### What is required
Exact transcription, pictures omitted: begin at the top line of the records below and end with the line bearing "display:grid; place-items:center; width:63px;".

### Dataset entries
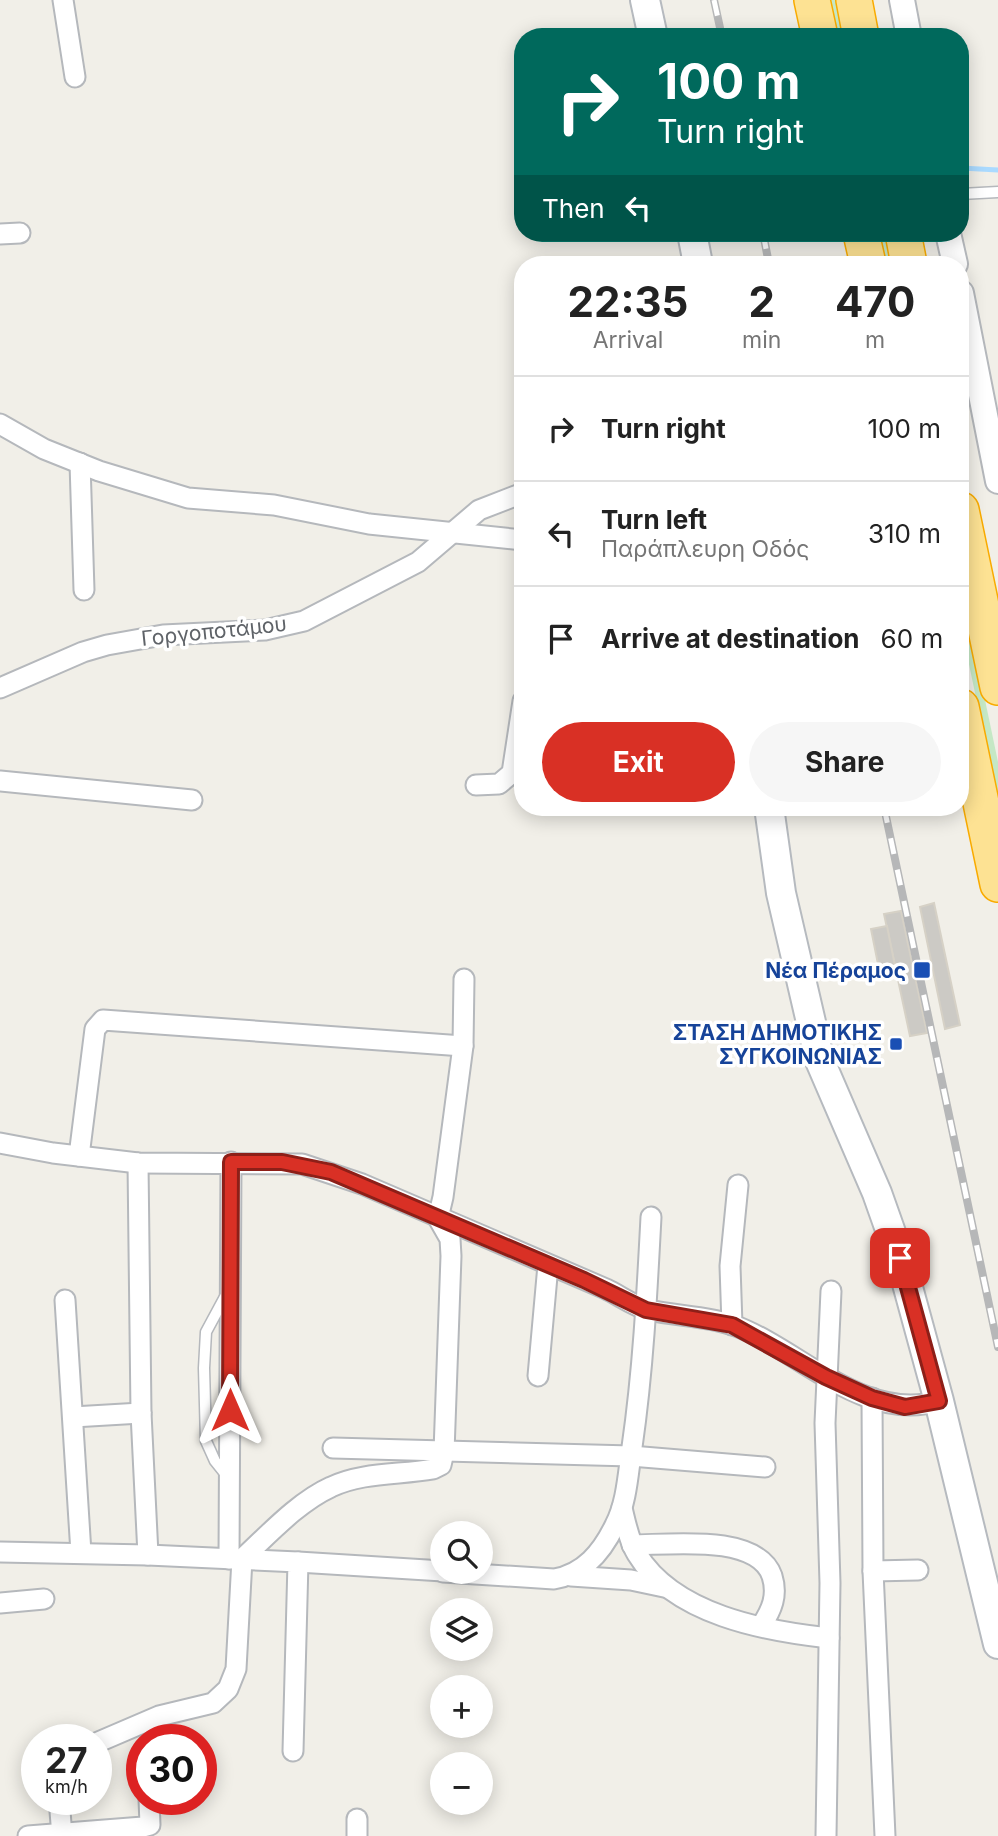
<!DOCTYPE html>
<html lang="en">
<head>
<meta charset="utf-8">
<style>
	:root { --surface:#fff; --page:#f6f6f6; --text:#222; --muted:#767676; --line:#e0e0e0; --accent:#d93025 }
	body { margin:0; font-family:Inter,sans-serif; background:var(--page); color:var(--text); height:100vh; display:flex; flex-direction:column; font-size:26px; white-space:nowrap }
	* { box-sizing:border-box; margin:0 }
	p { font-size:23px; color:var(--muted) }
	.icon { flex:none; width:38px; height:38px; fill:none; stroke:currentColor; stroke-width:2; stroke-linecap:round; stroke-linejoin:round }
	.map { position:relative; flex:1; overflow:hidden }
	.sheet { position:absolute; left:514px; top:256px; width:455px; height:560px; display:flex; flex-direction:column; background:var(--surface); border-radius:28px; box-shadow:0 4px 18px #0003 }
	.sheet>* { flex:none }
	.guide { position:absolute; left:514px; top:28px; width:455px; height:214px; border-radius:28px; box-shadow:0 4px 18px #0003; background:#00695c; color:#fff; overflow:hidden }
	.fabs { position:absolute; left:430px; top:1521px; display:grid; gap:14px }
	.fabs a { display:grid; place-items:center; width:63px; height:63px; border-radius:50%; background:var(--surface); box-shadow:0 4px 18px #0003; font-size:35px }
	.speed { position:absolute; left:21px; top:1724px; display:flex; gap:14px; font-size:35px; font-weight:700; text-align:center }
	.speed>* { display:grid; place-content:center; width:91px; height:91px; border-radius:50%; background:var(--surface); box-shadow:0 4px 18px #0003; line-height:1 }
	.speed small { font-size:18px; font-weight:400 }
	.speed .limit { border:10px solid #d22; background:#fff; color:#111 }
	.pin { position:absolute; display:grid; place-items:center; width:60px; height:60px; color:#fff; margin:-30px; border-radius:14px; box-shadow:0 4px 10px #0006 }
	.me { position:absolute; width:77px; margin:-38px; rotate:0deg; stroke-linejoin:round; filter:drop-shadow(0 0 5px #0008) }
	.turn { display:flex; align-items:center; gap:24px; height:147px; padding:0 28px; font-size:32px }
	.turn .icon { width:91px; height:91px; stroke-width:2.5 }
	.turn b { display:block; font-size:49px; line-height:60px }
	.then { display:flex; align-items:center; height:66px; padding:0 28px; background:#0003; gap:14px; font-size:26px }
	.eta { display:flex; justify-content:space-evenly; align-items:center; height:119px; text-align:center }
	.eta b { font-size:42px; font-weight:700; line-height:49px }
	.primary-button { display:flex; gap:14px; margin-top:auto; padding:14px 28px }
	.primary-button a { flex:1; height:80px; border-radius:42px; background:var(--accent); color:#fff; font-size:28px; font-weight:700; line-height:80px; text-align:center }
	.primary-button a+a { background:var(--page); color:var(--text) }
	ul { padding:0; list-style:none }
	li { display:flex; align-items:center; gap:21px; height:105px; padding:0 28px; border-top:2px solid var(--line) }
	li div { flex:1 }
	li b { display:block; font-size:26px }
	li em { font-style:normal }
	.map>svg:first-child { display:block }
	.green { fill:#c5e8c5 }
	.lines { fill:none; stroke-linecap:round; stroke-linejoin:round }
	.stream { stroke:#aadaff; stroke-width:5 }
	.building { fill:#cccac5; stroke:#d6d1c6; stroke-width:2 }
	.service-casing { stroke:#b5b8bc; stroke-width:13 }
	.minor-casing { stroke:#b5b8bc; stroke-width:23 }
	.tertiary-casing { stroke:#b5b8bc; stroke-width:28 }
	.secondary-casing { stroke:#b6babf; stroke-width:32 }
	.motorway-casing { stroke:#f9ab00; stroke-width:38 }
	.service { stroke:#fff; stroke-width:10 }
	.minor { stroke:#fff; stroke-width:19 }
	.tertiary { stroke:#fff; stroke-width:24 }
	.secondary { stroke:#fff; stroke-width:28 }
	.motorway { stroke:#fde293; stroke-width:35 }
	.rail-casing { stroke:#b6b7b8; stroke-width:8 }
	.rail { stroke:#fff; stroke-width:5; stroke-dasharray:16; stroke-linecap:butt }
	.route-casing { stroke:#8d1f18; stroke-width:18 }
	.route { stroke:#d93025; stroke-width:12 }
	.transit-dot { fill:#1a4fb4; stroke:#fff; stroke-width:2.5 }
	.labels { text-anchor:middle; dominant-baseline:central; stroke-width:7; stroke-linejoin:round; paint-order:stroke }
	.street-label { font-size:21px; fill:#5f6368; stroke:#fff }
	.transit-label { font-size:21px; font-weight:bold; fill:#164399; stroke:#fff; text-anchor:end }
</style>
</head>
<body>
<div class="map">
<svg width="998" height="1836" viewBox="0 0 998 1836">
	<rect width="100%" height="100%" fill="#f1efe8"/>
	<!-- green -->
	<g class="green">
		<polygon points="829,0 838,0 845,37 837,37"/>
		<polygon points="878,233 887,233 893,264 885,264"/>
		<polygon points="961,585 998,762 998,803 961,626"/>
	</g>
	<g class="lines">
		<!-- stream -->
		<polyline class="stream" points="961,168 998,170"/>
	</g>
	<!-- building -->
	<g class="building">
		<polygon points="934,903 960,1025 945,1029 920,907"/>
		<polygon points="901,911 927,1033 910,1036 884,914"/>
		<polygon points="887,926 895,966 879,969 871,929"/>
	</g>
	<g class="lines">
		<!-- service casing -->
		<g class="service-casing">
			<g id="service">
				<polyline points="961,194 998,192"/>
				<polyline points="227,1293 206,1332 204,1368 206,1441 215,1461 227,1476"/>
			</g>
		</g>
		<!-- minor casing -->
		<g class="minor-casing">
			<g id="minor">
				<polyline points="63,0 75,77"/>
				<polyline points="0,234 20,233"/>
				<polyline points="0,424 44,449 99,471 188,498 274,505 369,524 523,540"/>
				<polyline points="80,463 84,590"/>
				<polyline points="0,688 83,652 107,645 163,635 265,630 304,621 418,562 479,510 523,493"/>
				<polyline points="0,781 192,800"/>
				<polyline points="476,785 499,784 512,773 523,701"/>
				<path d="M 0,1143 L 53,1153 L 138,1163 L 302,1164 L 362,1184 L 606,1289 C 619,1295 635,1307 649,1310 C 676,1316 707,1316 733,1325 C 801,1350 862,1423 939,1401"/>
				<polyline points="79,1156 95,1029 103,1020 463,1046"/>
				<polyline points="65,1300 81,1553"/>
				<polyline points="732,1325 730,1266 738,1185"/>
				<polyline points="538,1376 548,1265"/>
				<polyline points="872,1398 873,1571 885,1836"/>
				<polyline points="73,1417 141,1413"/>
				<polyline points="333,1448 631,1456 765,1467"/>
				<path d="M 622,1508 C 626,1524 629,1541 637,1554 C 674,1615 765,1631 829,1638"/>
				<path d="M 632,1545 C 668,1545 757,1533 772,1576 C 778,1595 772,1610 761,1626"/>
				<polyline points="0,1552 148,1555 141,1413 138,1163"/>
				<polyline points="148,1555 298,1562 293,1751"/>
				<polyline points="229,1559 231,1162"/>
				<polyline points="298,1562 443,1571"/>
				<polyline points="873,1571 918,1570"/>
				<path d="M 443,1572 L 554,1579 C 584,1574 602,1552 615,1525 C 627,1502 628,1473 632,1447 C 643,1371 647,1294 651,1217"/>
				<polyline points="571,1576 631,1580 664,1587"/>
				<polyline points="0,1603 44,1599"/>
				<path d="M 96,1743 L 159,1716 L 213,1703 L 228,1689 L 236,1669 L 242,1559 C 268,1535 298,1502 331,1487 C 362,1472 400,1475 433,1469 L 441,1465 L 444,1452 L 451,1256 L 450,1239 L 438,1218 L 443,1197 L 463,1046 L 464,979"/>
				<polyline points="59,1799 62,1836"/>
				<polyline points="28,1836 143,1827 150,1825 149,1799"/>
				<polyline points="357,1836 357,1819"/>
				<polyline points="826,1836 830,1583 825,1423 831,1291"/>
			</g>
		</g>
		<!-- tertiary casing -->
		<g class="tertiary-casing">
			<g id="tertiary">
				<polyline points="902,0 909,37"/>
				<polyline points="948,233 955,264"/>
				<polyline points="961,293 998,481"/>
			</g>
		</g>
		<!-- secondary casing -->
		<g class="secondary-casing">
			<g id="secondary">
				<polyline points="645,0 653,37"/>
				<polyline points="692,233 698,264"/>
				<polyline points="769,807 781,893 820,1061 877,1193 900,1258 939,1401 998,1644"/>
			</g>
		</g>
		<!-- motorway casing -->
		<g class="motorway-casing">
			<g id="motorway">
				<polyline points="812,0 820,37"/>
				<polyline points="854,0 861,37"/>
				<polyline points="861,233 868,264"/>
				<polyline points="903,233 909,264"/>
				<polyline points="961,510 998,687"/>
				<polyline points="961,707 998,884"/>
			</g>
		</g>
		<!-- service -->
		<use href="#service" class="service"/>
		<!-- minor -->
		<use href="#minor" class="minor"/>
		<!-- tertiary -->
		<use href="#tertiary" class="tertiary"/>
		<!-- secondary -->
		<use href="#secondary" class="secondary"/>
		<!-- motorway -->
		<use href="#motorway" class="motorway"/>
		<!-- rail casing -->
		<g class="rail-casing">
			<g id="rail">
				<polyline points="714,0 722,37"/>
				<polyline points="763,233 769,264"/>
				<polyline points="884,807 998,1347"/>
			</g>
		</g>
		<!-- rail -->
		<use href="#rail" class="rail"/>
	</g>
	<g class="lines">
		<!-- route casing -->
		<g class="route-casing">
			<polyline id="route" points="230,1410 231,1162 282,1162 331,1172 584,1280 646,1310 732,1325 826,1377 872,1398 905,1407 939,1401 900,1258"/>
		</g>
		<!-- route -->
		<use href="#route" class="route"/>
	</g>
	<!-- markers -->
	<g class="transit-dot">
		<rect x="913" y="961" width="18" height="18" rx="3.5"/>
		<rect x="889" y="1037" width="14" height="14" rx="3.5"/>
	</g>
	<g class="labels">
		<!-- street labels -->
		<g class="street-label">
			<text transform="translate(214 631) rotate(-6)">Γοργοποτάμου</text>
		</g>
		<!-- transit labels -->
		<g class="transit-label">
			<text x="906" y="970">Νέα Πέραμος</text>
			<text x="882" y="1032">ΣΤΑΣΗ ΔΗΜΟΤΙΚΗΣ<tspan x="882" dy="24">ΣΥΓΚΟΙΝΩΝΙΑΣ</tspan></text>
		</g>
	</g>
</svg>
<div class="fabs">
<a><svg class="icon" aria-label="search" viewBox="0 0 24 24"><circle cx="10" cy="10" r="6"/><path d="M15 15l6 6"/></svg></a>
<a><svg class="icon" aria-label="layers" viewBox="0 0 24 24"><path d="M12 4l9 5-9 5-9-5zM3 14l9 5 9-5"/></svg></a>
<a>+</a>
<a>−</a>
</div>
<div class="speed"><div>27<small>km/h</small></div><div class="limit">30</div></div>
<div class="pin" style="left:900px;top:1258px;background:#d93025"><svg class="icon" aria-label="arrive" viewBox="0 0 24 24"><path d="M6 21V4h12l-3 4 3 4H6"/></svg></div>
<svg class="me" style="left:230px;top:1410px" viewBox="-20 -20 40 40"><path d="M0-17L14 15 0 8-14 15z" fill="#d93025" stroke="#fff" stroke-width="4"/></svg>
<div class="guide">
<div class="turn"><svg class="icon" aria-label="right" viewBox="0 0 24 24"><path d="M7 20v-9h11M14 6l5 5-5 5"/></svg><div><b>100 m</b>Turn right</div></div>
<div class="then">Then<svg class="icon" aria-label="left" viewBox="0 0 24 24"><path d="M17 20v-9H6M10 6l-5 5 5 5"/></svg></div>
</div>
<section class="sheet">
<div class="eta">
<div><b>22:35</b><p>Arrival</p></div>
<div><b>2</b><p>min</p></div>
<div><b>470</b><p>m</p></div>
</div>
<ul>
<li><svg class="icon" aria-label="right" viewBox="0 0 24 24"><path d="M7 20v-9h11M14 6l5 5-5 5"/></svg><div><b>Turn right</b></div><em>100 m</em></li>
<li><svg class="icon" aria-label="left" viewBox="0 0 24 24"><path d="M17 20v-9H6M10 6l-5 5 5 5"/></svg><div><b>Turn left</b><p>Παράπλευρη Οδός</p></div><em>310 m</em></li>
<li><svg class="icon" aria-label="arrive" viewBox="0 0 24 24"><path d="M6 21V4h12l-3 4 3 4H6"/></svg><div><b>Arrive at destination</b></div><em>60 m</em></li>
</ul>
<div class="primary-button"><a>Exit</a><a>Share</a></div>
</section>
</div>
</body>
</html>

### Answer to this exercise
<!DOCTYPE html>
<html lang="en">
<head>
<meta charset="utf-8">
<style>
	:root { --surface:#fff; --page:#f6f6f6; --text:#222; --muted:#767676; --line:#e0e0e0; --accent:#d93025 }
	body { margin:0; font-family:Inter,sans-serif; background:var(--page); color:var(--text); height:100vh; display:flex; flex-direction:column; font-size:26px; white-space:nowrap }
	* { box-sizing:border-box; margin:0 }
	p { font-size:23px; color:var(--muted) }
	.icon { flex:none; width:38px; height:38px; fill:none; stroke:currentColor; stroke-width:2; stroke-linecap:round; stroke-linejoin:round }
	.map { position:relative; flex:1; overflow:hidden }
	.sheet { position:absolute; left:514px; top:256px; width:455px; height:560px; display:flex; flex-direction:column; background:var(--surface); border-radius:28px; box-shadow:0 4px 18px #0003 }
	.sheet>* { flex:none }
	.guide { position:absolute; left:514px; top:28px; width:455px; height:214px; border-radius:28px; box-shadow:0 4px 18px #0003; background:#00695c; color:#fff; overflow:hidden }
	.fabs { position:absolute; left:430px; top:1521px; display:grid; gap:14px }
	.fabs a { display:grid; place-items:center; width:63px; height:63px; border-radius:50%; background:var(--surface); box-shadow:0 4px 18px #0003; font-size:35px }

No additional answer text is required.